Years passed and the eagle grew very old. One day he saw a magnificent bird above him in the cloudless sky. It glided in graceful majesty among the powerful wind currents, with scarcely a beat on his strong golden wings. The old eagle looked up in awe. “Who’s that?” he asked. “That’s the eagle, the king of the birds,” said his neighbor. “He belongs to the sky. We belong to the earth – we’re chickens.” So the eagle lived and died a chicken, for that’s what he thought he was.
This story has great resonance for me. For most of my early life, I never thought much about myself or capabilities. The child of a broken home, many of my early years were spent alone in front of a TV with a bag of chips and soda. This lachkeyism was occasionally interrupted to care for my alcoholic mother and her enormous emotional needs. No one in my family or community paid special attention to me and my needs—no special schools, no support for my athletic pursuits, no praise. I was bounced carelessly from town to town and school to school (six total) before graduating high school —never long enough to make and retain friendships. I interpreted this neglect to mean I wasn’t deserving of anything special. I was just another barnyard chicken destined for a bucket of KFC or wherever.
In 2002, I met someone who dramatically changed my view of myself. Petra and I met in a smoky lower Manhattan nightclub of all places. Quickly bonding with one another, we eventually started hanging out, meeting up most weekends, taking long walks, visiting museums, and dining all around Manhattan and occasionally Connecticut, where she lived. Twenty years my senior, Petra and my friendship was not romantic in nature. Petra’s interest in me was me, not what she could get from me. She praised me, gave me books to read, and taught me things for my benefit. It was and continues to be my abundant experience that people seldom celebrate your greatness or help you tap your potential*, because to do so might elevate you above them or shine a spotlight on their inadequacies. The solidity of her ego allowed Petra to pay attention to me, not just her reflection of herself in me.

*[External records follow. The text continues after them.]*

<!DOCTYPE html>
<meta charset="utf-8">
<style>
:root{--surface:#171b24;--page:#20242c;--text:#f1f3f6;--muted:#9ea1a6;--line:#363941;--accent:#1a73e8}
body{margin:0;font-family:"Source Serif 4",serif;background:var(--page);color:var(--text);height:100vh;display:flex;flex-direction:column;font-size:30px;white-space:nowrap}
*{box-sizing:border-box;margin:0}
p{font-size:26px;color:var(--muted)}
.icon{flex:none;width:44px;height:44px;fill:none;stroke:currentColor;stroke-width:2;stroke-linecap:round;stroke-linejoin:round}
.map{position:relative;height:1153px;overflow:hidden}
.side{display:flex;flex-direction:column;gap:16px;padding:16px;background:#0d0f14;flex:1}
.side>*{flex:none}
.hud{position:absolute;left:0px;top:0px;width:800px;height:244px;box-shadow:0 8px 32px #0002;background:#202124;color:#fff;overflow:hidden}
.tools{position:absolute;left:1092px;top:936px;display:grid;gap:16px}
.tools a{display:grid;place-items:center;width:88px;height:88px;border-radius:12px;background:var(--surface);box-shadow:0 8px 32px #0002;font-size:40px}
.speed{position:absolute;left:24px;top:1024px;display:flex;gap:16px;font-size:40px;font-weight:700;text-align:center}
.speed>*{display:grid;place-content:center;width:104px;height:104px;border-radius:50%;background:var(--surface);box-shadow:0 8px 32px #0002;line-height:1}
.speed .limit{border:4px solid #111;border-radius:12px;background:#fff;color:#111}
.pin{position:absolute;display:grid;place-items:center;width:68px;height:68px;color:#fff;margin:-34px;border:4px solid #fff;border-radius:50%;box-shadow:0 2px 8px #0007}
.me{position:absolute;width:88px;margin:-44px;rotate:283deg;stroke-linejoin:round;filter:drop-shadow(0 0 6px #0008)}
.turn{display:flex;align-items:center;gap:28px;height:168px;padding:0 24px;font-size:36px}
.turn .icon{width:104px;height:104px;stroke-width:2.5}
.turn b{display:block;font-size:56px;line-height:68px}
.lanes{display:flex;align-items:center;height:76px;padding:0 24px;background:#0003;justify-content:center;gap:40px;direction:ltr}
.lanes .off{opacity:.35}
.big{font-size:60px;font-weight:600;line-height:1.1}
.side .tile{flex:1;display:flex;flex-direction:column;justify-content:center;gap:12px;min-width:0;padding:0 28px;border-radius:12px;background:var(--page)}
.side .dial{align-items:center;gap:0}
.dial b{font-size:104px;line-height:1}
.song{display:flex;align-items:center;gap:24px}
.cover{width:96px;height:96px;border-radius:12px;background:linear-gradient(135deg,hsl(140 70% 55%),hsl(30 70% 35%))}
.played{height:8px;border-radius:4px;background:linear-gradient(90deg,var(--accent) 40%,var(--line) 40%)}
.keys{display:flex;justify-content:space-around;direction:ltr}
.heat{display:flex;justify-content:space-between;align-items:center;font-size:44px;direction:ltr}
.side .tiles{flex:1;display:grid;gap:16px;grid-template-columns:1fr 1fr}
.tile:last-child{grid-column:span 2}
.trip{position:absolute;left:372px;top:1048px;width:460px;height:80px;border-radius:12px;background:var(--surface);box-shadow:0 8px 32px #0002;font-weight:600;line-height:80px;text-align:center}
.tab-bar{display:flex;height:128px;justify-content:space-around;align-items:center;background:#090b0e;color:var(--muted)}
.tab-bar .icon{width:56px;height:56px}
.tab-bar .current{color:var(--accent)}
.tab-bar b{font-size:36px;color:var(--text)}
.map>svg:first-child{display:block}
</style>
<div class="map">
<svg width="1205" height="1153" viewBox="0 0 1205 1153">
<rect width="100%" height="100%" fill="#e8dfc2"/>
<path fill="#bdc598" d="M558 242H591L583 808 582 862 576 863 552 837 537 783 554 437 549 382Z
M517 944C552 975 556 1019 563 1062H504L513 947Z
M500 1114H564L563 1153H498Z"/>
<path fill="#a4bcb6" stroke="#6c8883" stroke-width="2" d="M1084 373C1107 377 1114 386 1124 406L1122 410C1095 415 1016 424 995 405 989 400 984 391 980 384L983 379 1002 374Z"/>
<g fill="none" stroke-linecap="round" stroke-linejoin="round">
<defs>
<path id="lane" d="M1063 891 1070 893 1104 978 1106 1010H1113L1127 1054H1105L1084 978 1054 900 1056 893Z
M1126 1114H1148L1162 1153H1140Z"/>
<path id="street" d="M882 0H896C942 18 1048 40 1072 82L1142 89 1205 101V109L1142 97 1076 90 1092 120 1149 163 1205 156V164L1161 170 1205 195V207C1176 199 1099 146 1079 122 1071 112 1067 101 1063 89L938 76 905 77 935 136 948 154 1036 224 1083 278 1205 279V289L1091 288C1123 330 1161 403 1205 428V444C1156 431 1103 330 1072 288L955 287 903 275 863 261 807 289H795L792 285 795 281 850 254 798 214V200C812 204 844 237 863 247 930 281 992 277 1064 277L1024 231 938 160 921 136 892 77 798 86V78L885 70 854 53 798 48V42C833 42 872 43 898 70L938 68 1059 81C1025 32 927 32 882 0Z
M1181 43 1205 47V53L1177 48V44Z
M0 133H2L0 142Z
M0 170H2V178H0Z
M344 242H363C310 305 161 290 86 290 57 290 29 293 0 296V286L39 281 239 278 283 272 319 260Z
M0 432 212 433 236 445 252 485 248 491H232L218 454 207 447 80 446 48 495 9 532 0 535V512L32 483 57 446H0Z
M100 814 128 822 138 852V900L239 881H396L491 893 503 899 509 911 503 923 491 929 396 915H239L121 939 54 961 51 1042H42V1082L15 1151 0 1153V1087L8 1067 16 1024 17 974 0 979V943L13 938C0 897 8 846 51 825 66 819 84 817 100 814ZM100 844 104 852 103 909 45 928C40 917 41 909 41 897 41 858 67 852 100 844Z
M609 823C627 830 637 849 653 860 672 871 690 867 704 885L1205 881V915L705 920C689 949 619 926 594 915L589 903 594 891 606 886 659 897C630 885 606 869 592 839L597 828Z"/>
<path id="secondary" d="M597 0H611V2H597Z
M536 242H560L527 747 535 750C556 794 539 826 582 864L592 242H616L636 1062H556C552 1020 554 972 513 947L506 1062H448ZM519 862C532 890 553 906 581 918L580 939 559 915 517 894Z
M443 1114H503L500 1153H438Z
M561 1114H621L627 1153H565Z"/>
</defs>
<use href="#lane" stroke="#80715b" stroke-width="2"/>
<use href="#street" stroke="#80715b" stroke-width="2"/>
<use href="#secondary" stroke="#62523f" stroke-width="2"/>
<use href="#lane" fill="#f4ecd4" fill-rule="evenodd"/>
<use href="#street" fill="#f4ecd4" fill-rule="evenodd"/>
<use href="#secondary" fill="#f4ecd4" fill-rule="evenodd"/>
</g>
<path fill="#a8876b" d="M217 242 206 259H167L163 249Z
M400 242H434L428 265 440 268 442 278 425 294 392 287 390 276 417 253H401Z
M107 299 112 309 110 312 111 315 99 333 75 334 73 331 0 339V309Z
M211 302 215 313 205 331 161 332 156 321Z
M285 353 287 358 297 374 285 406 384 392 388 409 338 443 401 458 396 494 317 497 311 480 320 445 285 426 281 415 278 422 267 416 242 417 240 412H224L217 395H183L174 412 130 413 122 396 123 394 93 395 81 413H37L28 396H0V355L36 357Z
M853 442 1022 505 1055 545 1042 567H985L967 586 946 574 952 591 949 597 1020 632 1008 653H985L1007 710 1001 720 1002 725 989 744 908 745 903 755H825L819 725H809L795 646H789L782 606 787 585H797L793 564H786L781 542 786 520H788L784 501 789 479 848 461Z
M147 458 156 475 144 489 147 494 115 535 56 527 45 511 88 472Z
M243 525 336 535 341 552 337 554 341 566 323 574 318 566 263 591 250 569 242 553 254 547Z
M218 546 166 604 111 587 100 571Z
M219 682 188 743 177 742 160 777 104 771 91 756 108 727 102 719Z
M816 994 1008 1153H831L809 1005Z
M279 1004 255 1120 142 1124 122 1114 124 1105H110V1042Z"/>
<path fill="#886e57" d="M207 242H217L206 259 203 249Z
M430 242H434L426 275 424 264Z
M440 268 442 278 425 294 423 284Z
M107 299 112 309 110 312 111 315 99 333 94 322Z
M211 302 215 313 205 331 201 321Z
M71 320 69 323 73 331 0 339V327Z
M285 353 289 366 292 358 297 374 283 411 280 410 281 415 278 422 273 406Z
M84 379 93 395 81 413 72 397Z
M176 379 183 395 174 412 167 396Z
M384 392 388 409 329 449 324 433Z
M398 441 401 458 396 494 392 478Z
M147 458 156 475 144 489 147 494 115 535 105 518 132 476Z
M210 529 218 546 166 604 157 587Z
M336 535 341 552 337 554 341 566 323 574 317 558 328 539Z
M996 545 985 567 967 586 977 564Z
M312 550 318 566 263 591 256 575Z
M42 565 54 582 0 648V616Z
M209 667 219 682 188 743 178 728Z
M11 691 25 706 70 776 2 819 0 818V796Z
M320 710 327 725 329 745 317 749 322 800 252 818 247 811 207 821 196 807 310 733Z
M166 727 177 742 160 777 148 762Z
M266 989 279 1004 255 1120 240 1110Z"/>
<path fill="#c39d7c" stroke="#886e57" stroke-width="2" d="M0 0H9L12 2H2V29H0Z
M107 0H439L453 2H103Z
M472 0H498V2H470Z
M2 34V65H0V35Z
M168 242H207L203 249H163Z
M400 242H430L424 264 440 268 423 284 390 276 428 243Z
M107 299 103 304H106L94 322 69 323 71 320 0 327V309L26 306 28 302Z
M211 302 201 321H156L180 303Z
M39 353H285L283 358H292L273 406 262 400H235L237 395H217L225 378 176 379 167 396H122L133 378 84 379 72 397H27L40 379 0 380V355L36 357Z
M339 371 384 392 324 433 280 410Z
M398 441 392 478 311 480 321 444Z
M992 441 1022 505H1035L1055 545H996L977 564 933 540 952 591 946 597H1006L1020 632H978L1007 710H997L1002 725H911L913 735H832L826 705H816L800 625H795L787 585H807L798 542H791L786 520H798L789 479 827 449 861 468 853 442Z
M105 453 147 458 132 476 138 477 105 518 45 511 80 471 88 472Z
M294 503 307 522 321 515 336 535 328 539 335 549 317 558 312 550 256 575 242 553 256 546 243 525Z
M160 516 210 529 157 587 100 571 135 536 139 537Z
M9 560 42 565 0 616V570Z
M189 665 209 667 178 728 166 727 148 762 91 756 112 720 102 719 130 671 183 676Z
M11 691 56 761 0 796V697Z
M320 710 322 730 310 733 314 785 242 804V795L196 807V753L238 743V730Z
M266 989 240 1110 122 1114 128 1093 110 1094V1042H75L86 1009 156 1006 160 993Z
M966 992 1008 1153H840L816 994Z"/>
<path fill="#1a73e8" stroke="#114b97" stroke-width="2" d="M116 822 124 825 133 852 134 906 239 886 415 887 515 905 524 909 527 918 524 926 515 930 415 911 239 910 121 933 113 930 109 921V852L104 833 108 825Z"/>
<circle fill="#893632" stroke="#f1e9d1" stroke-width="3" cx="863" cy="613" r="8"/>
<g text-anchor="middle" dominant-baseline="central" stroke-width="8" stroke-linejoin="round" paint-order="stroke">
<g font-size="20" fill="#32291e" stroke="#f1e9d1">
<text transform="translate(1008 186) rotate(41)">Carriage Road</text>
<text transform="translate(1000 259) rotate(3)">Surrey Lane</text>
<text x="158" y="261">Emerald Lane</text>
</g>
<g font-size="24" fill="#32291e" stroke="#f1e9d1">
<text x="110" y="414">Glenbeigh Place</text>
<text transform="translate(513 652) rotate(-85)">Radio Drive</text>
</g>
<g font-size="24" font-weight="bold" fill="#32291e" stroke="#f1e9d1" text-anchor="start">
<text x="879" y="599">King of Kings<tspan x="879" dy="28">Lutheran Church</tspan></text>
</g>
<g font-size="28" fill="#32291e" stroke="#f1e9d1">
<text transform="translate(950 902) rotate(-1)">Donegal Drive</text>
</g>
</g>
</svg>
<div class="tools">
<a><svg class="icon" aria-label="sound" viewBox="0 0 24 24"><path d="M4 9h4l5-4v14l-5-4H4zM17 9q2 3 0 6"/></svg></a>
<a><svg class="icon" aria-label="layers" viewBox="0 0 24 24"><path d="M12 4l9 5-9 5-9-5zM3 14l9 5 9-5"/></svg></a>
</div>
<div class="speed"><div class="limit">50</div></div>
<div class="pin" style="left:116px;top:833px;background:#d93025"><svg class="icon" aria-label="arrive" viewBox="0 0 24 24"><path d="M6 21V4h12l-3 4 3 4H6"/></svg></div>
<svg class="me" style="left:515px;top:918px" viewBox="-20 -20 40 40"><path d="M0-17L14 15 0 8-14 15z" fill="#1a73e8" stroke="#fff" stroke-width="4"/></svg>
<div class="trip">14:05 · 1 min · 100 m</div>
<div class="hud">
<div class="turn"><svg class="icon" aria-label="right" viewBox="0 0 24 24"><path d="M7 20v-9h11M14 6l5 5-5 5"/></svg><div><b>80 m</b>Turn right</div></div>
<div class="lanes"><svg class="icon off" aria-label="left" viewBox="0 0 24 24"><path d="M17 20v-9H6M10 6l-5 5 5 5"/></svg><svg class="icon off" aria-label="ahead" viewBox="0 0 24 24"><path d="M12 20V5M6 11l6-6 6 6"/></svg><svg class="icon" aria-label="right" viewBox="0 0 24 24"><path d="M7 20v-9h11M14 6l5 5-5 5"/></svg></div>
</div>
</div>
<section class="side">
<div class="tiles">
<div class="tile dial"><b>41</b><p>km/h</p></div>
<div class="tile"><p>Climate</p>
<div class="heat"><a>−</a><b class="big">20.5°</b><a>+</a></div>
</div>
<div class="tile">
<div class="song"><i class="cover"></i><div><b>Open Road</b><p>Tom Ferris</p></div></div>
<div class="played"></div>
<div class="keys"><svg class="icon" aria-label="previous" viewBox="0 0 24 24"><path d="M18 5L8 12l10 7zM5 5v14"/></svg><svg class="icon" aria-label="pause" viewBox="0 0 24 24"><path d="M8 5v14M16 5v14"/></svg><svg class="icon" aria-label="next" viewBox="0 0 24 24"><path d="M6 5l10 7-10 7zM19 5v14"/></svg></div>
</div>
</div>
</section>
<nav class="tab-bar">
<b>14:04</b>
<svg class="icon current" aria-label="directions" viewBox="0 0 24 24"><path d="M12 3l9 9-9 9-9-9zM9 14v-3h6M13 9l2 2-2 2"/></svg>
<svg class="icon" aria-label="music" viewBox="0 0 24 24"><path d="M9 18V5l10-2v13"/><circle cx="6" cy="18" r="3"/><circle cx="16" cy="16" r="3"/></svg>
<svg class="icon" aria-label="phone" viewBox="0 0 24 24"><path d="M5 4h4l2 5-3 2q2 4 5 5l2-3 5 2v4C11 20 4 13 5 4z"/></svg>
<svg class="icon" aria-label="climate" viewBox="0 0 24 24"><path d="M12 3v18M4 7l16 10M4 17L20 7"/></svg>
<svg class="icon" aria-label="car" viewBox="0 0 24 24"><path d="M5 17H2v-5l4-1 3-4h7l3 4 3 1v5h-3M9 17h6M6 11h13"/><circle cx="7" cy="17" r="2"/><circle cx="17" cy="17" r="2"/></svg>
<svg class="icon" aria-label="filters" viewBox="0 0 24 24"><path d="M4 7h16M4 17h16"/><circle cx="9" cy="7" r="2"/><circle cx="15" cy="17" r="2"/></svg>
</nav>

Many things in my life started to gel after the peak years of my friendship with Petra: I returned to Columbia University to complete my undergraduate degree and built a peer network of some of the world’s finest, most dynamic minds. Basically, Petra made me believe I was not a barnyard chicken, but a soaring eagle. And lo and behold, when I flapped my wings, I soared like she said I would.
I bring up the parable to illustrate how the peril of being defined by one’s environment, even when those definitions have little or no relation to reality. I bring up Petra to illustrate the critical importance of continually questioning these definitions.
*Unless many others are already doing these things.